» Task: Pictures stay out of the copy. Repeat exactly the lines from the first entry below through the line that contains "position:absolute; left:1266px; top:24px;", and nothing beyond.

Records for the task Start Marker

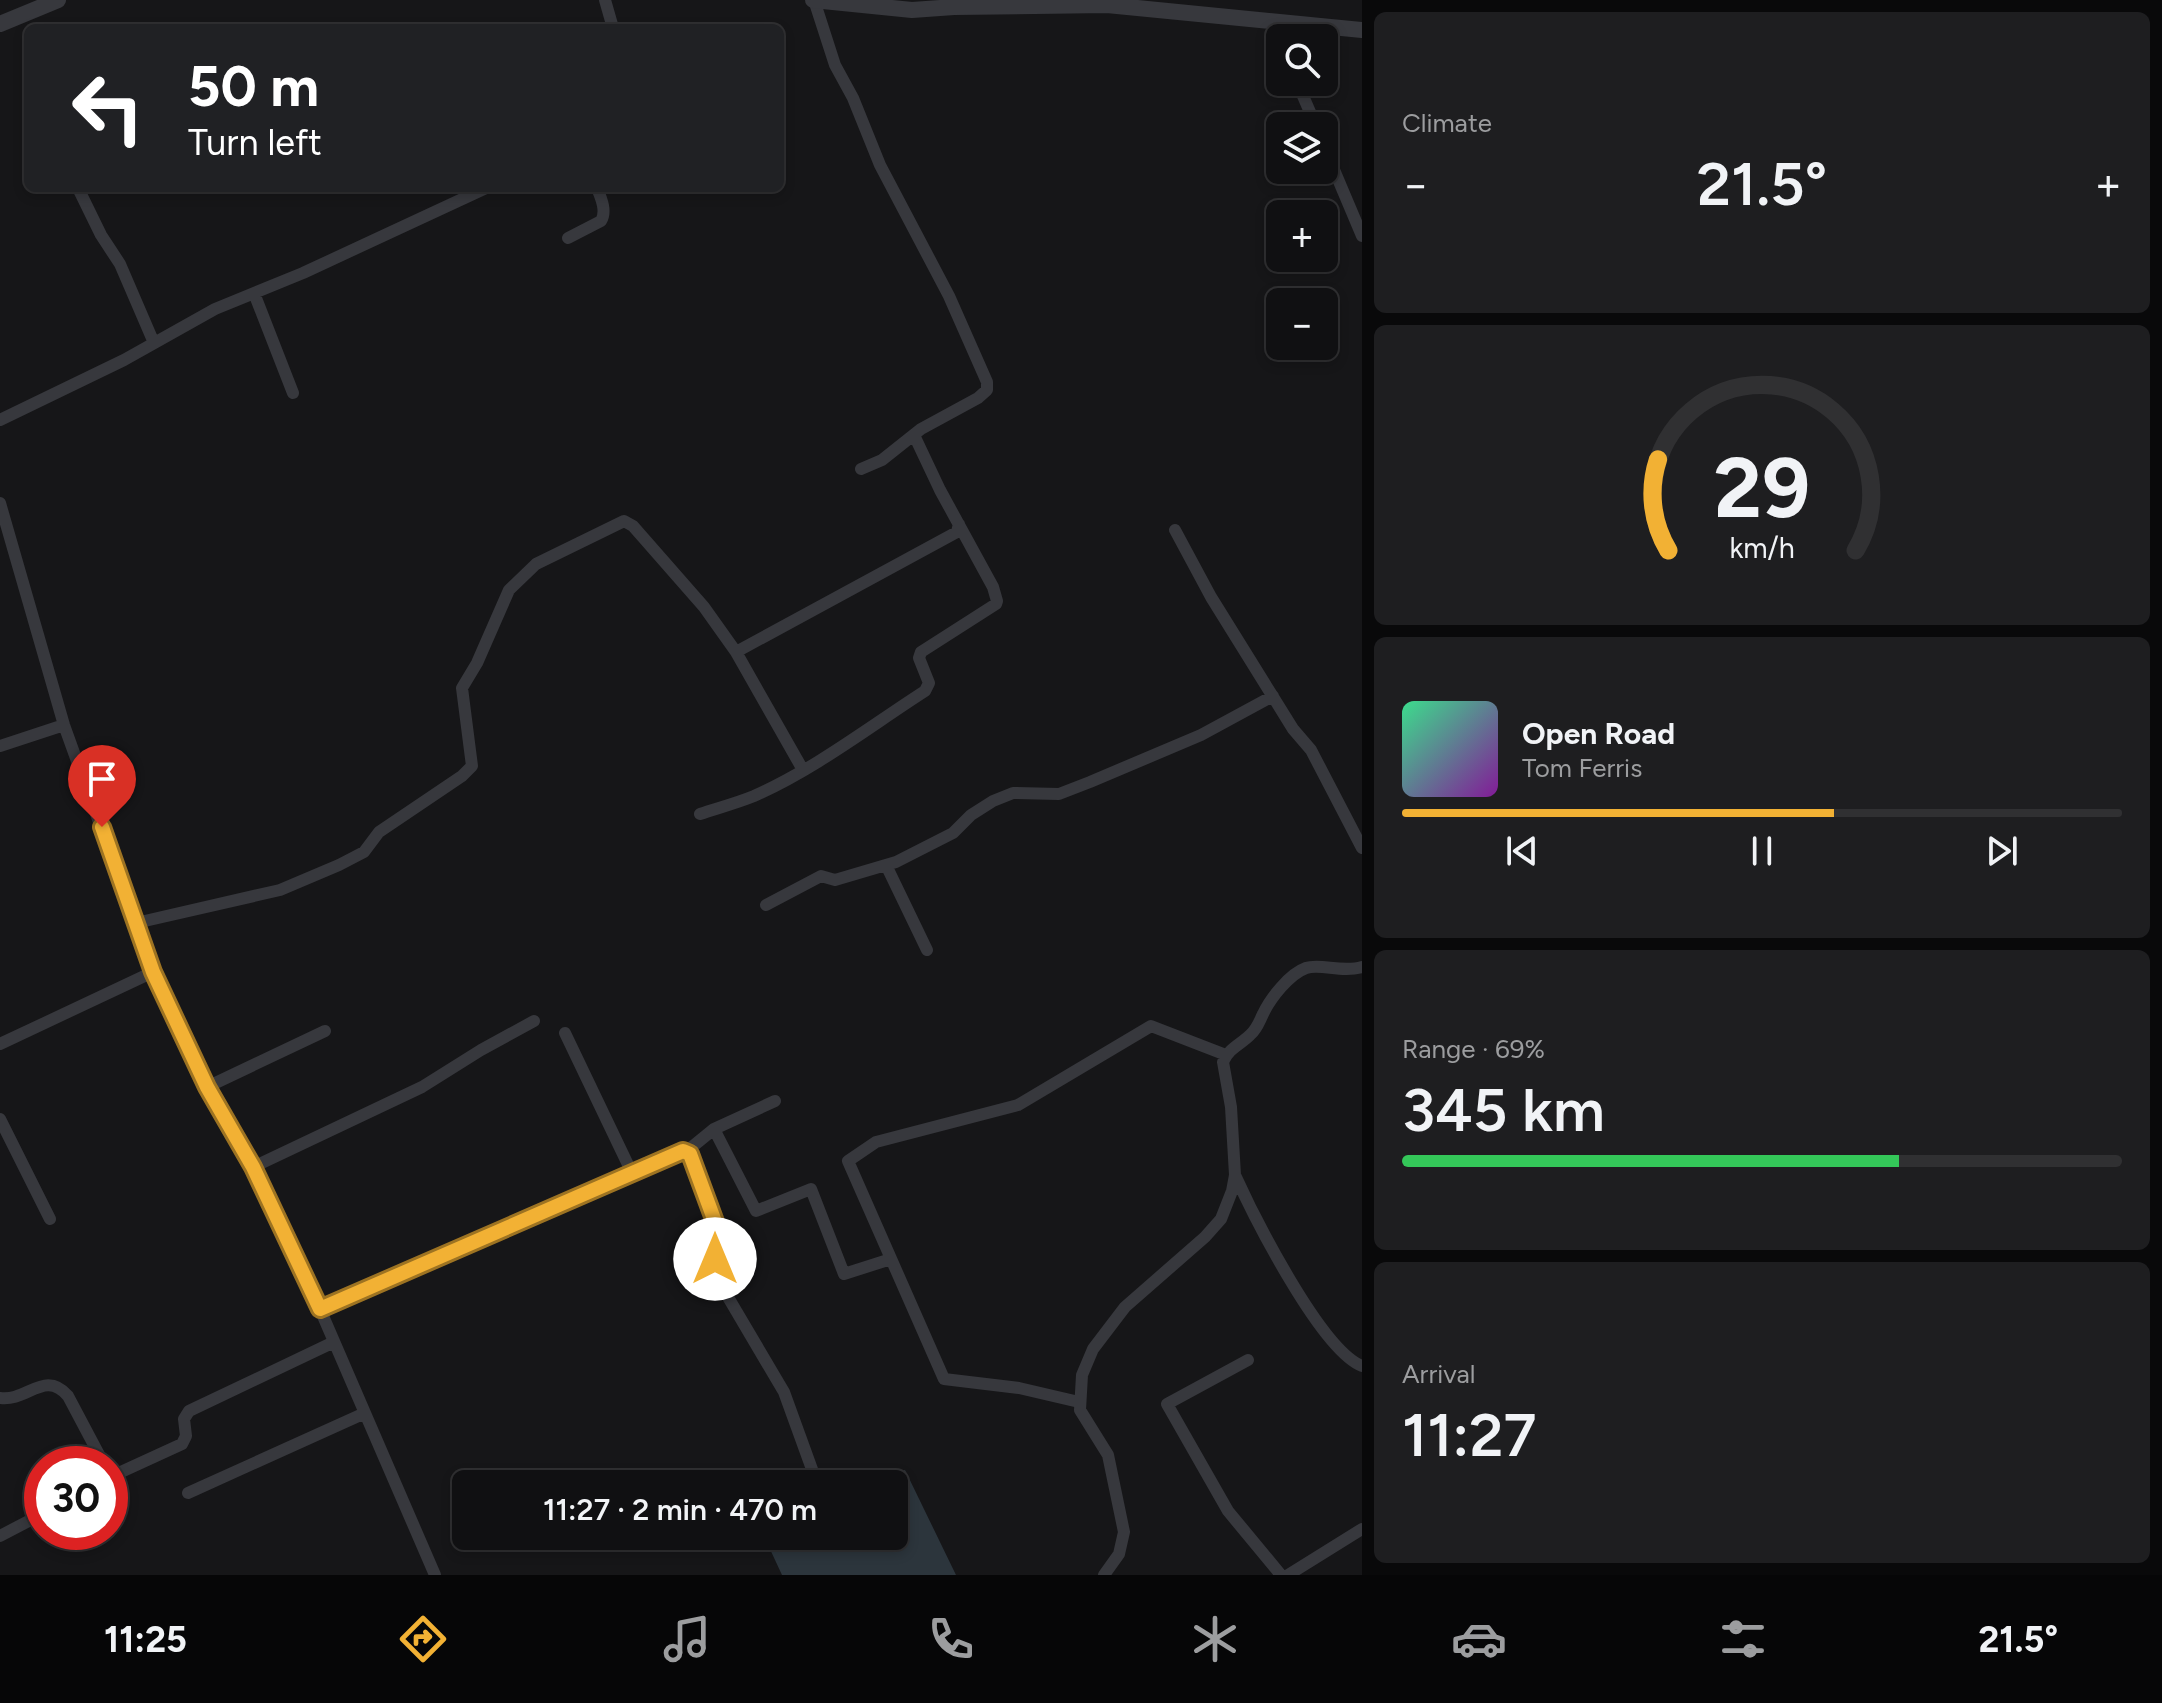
<!DOCTYPE html>
<html lang="en">
<head>
<meta charset="utf-8">
<style>
	:root { --surface:#101012; --page:#1e1e20; --text:#f1f3f6; --muted:#9c9d9f; --line:#303032; --accent:#f2b134 }
	body { margin:0; font-family:Figtree,sans-serif; background:var(--page); color:var(--text); height:100vh; display:flex; flex-direction:column; font-size:30px; white-space:nowrap }
	* { box-sizing:border-box; margin:0 }
	p { font-size:26px; color:var(--muted) }
	.icon { flex:none; width:44px; height:44px; fill:none; stroke:currentColor; stroke-width:2; stroke-linecap:round; stroke-linejoin:round }
	.map { position:relative; flex:1; overflow:hidden }
	.panel { display:flex; flex-direction:column; gap:12px; padding:12px; background:#09090a; width:800px }
	.panel>* { flex:none }
	.guide { position:absolute; left:24px; top:24px; width:760px; height:168px; border-radius:12px; box-shadow:0 4px 12px #0003,0 0 0 2px var(--line); background:#202124; color:#fff; overflow:hidden }
	.controls { position:absolute; left:1266px; top:24px; display:grid; gap:16px }
	.controls a { display:grid; place-items:center; width:72px; height:72px; border-radius:12px; background:var(--surface); box-shadow:0 4px 12px #0003,0 0 0 2px var(--line); font-size:40px }
	.speed { position:absolute; left:24px; top:1446px; display:flex; gap:16px; font-size:40px; font-weight:700; text-align:center }
	.speed>* { display:grid; place-content:center; width:104px; height:104px; border-radius:50%; background:var(--surface); box-shadow:0 4px 12px #0003,0 0 0 2px var(--line); line-height:1 }
	.speed .limit { border:12px solid #d22; background:#fff; color:#111 }
	.pin { position:absolute; display:grid; place-items:center; width:68px; height:68px; color:#fff; margin:-82px -34px; border-radius:50% 50% 50% 0; rotate:-45deg; box-shadow:0 0 8px #0007 }
	.pin .icon { rotate:45deg }
	.me { position:absolute; width:88px; margin:-44px; rotate:0deg; stroke-linejoin:round; filter:drop-shadow(0 0 6px #0008) }
	.turn { display:flex; align-items:center; gap:28px; height:168px; padding:0 32px; font-size:36px }
	.turn .icon { width:104px; height:104px; stroke-width:2.5 }
	.turn b { display:block; font-size:56px; line-height:68px }
	.big { font-size:60px; font-weight:600; line-height:1.1 }
	.panel .tile { flex:1; display:flex; flex-direction:column; justify-content:center; gap:12px; min-width:0; padding:0 28px; border-radius:12px; background:var(--page) }
	.panel .dial { align-items:center; gap:0 }
	.dial svg { height:208px; overflow:visible; fill:none; stroke:var(--line); stroke-width:7; stroke-linecap:round; text-anchor:middle }
	.dial text { fill:var(--text); stroke:none }
	.song { display:flex; align-items:center; gap:24px }
	.cover { width:96px; height:96px; border-radius:12px; background:linear-gradient(135deg,hsl(150 70% 55%),hsl(290 70% 35%)) }
	.played { height:8px; border-radius:4px; background:linear-gradient(90deg,var(--accent) 60%,var(--line) 60%) }
	.keys { display:flex; justify-content:space-around; direction:ltr }
	.heat { display:flex; justify-content:space-between; align-items:center; font-size:44px; direction:ltr }
	.charge { height:12px; border-radius:6px; background:linear-gradient(90deg,#34c759 69%,var(--line) 0) }
	.trip { position:absolute; left:452px; top:1470px; width:456px; height:80px; border-radius:12px; background:var(--surface); box-shadow:0 4px 12px #0003,0 0 0 2px var(--line); font-weight:600; line-height:80px; text-align:center }
	.tabs { display:flex; height:128px; justify-content:space-around; align-items:center; background:#060607; color:var(--muted) }
	.tabs .icon { width:56px; height:56px }
	.tabs .current { color:var(--accent) }
	.tabs b { font-size:36px; color:var(--text) }
	main { display:flex; flex:1; min-height:0 }
	.map>svg:first-child { display:block }
	.water { fill:#2c353c }
	.lines { fill:none; stroke-linecap:round; stroke-linejoin:round }
	.minor { stroke:#37383d; stroke-width:12 }
	.tertiary { stroke:#37383d; stroke-width:16 }
	.route-casing { stroke:#9d7322; stroke-width:20 }
	.route { stroke:#f2b134; stroke-width:14 }
</style>
</head>
<body>
<main>
<div class="map">
<svg width="1362" height="1575" viewBox="0 0 1362 1575">
	<rect width="100%" height="100%" fill="#161618"/>
	<path class="water" d="M905,1470L956,1575H782L769,1547L776,1536H894V1484H875Z"/>
	<g class="lines">
		<path class="minor" d="M605,0L613,28
			M814,0L835,65L853,98L880,165L949,296L987,382V390L978,398L921,429L882,460L861,469
			M1297,82L1316,126
			M1324,146L1362,236
			M78,188L101,235L120,264L154,343
			M568,238L601,221C607,211 601,198 597,188
			M254,293L293,393
			M0,420L124,360L215,309L303,273L486,188
			M0,503L64,725L153,972L207,1087L253,1167L320,1309L435,1575
			M1175,530L1211,597L1270,692L1293,729L1311,750L1362,848
			M736,652L957,532L959,524
			M0,746L64,725
			M700,814C718,808 737,803 754,796C815,769 869,727 925,691L929,683L919,658L921,652L996,604L997,601L993,587L940,490L914,435
			M886,865L927,950
			M766,905L821,876L835,880L896,862L953,833L971,815L993,801L1013,793L1059,794L1090,782L1201,735L1273,696
			M136,923L280,890L339,865L364,852L379,832L462,776L472,766L462,688L477,663L509,590L536,564L624,521L633,526L704,607L736,652L803,770
			M565,1033L632,1173
			M0,1044L153,972
			M207,1087L325,1031
			M0,1119L50,1219
			M714,1129L756,1211L811,1189L844,1274L891,1259
			M687,1151L714,1129L775,1101
			M253,1167L422,1087L481,1050L534,1021
			M1235,1175C1254,1217 1321,1350 1362,1366
			M320,1309L687,1151L721,1238L715,1259L725,1292L784,1392L813,1472
			M1248,1360L1167,1404L1228,1511L1281,1575
			M0,1398C27,1402 45,1369 68,1396L104,1464
			M1079,1402L1019,1388L944,1379L848,1161L876,1142L1018,1105L1151,1026L1226,1055
			M110,1477L182,1444L186,1436L184,1419L189,1411L334,1342
			M188,1493L365,1413
			M0,1536L42,1514
			M1104,1575L1119,1554L1124,1532L1108,1455L1080,1410L1082,1375L1093,1349L1125,1307L1205,1237L1221,1219L1232,1191L1235,1175L1231,1107L1223,1062C1229,1048 1240,1045 1250,1035C1257,1029 1259,1022 1263,1014C1270,999 1289,974 1306,968C1320,963 1342,973 1362,967
			M1288,1575L1362,1529"/>
		<path class="tertiary" d="M813,0L912,10L954,7L1107,5L1362,30
			M0,24L58,0"/>
	</g>
	<g class="lines">
		<defs>
			<path id="route" d="M102,827L153,972L207,1087L253,1167L320,1309L683,1151L690,1154L721,1238L715,1259"/>
		</defs>
		<use href="#route" class="route-casing"/>
		<use href="#route" class="route"/>
	</g>
</svg>
<div class="controls">
<a><svg class="icon" aria-label="search" viewBox="0 0 24 24"><circle cx="10" cy="10" r="6"/><path d="M15 15l6 6"/></svg></a>
<a><svg class="icon" aria-label="layers" viewBox="0 0 24 24"><path d="M12 4l9 5-9 5-9-5zM3 14l9 5 9-5"/></svg></a>
<a>+</a>
<a>−</a>
</div>
<div class="speed"><div class="limit">30</div></div>
<div class="pin" style="left:102px;top:827px;background:#d93025"><svg class="icon" aria-label="arrive" viewBox="0 0 24 24"><path d="M6 21V4h12l-3 4 3 4H6"/></svg></div>
<svg class="me" style="left:715px;top:1259px" viewBox="-20 -20 40 40"><circle r="19" fill="#fff"/><path d="M0-13L10 11 0 6-10 11z" fill="#f2b134"/></svg>
<div class="trip">11:27 · 2 min · 470 m</div>
<div class="guide">
<div class="turn"><svg class="icon" aria-label="left" viewBox="0 0 24 24"><path d="M17 20v-9H6M10 6l-5 5 5 5"/></svg><div><b>50 m</b>Turn left</div></div>
</div>
</div>
<section class="panel">
<div class="tile"><p>Climate</p>
<div class="heat"><a>−</a><b class="big">21.5°</b><a>+</a></div>
</div>
<div class="tile dial"><svg viewBox="0 0 100 80">
<path d="M14 69A42 42 0 1 1 86 69"/>
<path d="M14 69A42 42 0 0 1 10 34" stroke="#f2b134"/>
<text x="50" y="56" font-size="32" font-weight="700">29</text>
<text x="50" y="72" font-size="11">km/h</text>
</svg></div>
<div class="tile">
<div class="song"><i class="cover"></i><div><b>Open Road</b><p>Tom Ferris</p></div></div>
<div class="played"></div>
<div class="keys"><svg class="icon" aria-label="previous" viewBox="0 0 24 24"><path d="M18 5L8 12l10 7zM5 5v14"/></svg><svg class="icon" aria-label="pause" viewBox="0 0 24 24"><path d="M8 5v14M16 5v14"/></svg><svg class="icon" aria-label="next" viewBox="0 0 24 24"><path d="M6 5l10 7-10 7zM19 5v14"/></svg></div>
</div>
<div class="tile"><p>Range · 69%</p><b class="big">345 km</b><div class="charge"></div></div>
<div class="tile"><p>Arrival</p><b class="big">11:27</b></div>
</section>
</main>
<nav class="tabs">
<b>11:25</b>
<svg class="icon current" aria-label="directions" viewBox="0 0 24 24"><path d="M12 3l9 9-9 9-9-9zM9 14v-3h6M13 9l2 2-2 2"/></svg>
<svg class="icon" aria-label="music" viewBox="0 0 24 24"><path d="M9 18V5l10-2v13"/><circle cx="6" cy="18" r="3"/><circle cx="16" cy="16" r="3"/></svg>
<svg class="icon" aria-label="phone" viewBox="0 0 24 24"><path d="M5 4h4l2 5-3 2q2 4 5 5l2-3 5 2v4C11 20 4 13 5 4z"/></svg>
<svg class="icon" aria-label="climate" viewBox="0 0 24 24"><path d="M12 3v18M4 7l16 10M4 17L20 7"/></svg>
<svg class="icon" aria-label="car" viewBox="0 0 24 24"><path d="M5 17H2v-5l4-1 3-4h7l3 4 3 1v5h-3M9 17h6M6 11h13"/><circle cx="7" cy="17" r="2"/><circle cx="17" cy="17" r="2"/></svg>
<svg class="icon" aria-label="filters" viewBox="0 0 24 24"><path d="M4 7h16M4 17h16"/><circle cx="9" cy="7" r="2"/><circle cx="15" cy="17" r="2"/></svg>
<b>21.5°</b>
</nav>
</body>
</html>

Records for the task End Marker

» Task solution:
<!DOCTYPE html>
<html lang="en">
<head>
<meta charset="utf-8">
<style>
	:root { --surface:#101012; --page:#1e1e20; --text:#f1f3f6; --muted:#9c9d9f; --line:#303032; --accent:#f2b134 }
	body { margin:0; font-family:Figtree,sans-serif; background:var(--page); color:var(--text); height:100vh; display:flex; flex-direction:column; font-size:30px; white-space:nowrap }
	* { box-sizing:border-box; margin:0 }
	p { font-size:26px; color:var(--muted) }
	.icon { flex:none; width:44px; height:44px; fill:none; stroke:currentColor; stroke-width:2; stroke-linecap:round; stroke-linejoin:round }
	.map { position:relative; flex:1; overflow:hidden }
	.panel { display:flex; flex-direction:column; gap:12px; padding:12px; background:#09090a; width:800px }
	.panel>* { flex:none }
	.guide { position:absolute; left:24px; top:24px; width:760px; height:168px; border-radius:12px; box-shadow:0 4px 12px #0003,0 0 0 2px var(--line); background:#202124; color:#fff; overflow:hidden }
	.controls { position:absolute; left:1266px; top:24px; display:grid; gap:16px }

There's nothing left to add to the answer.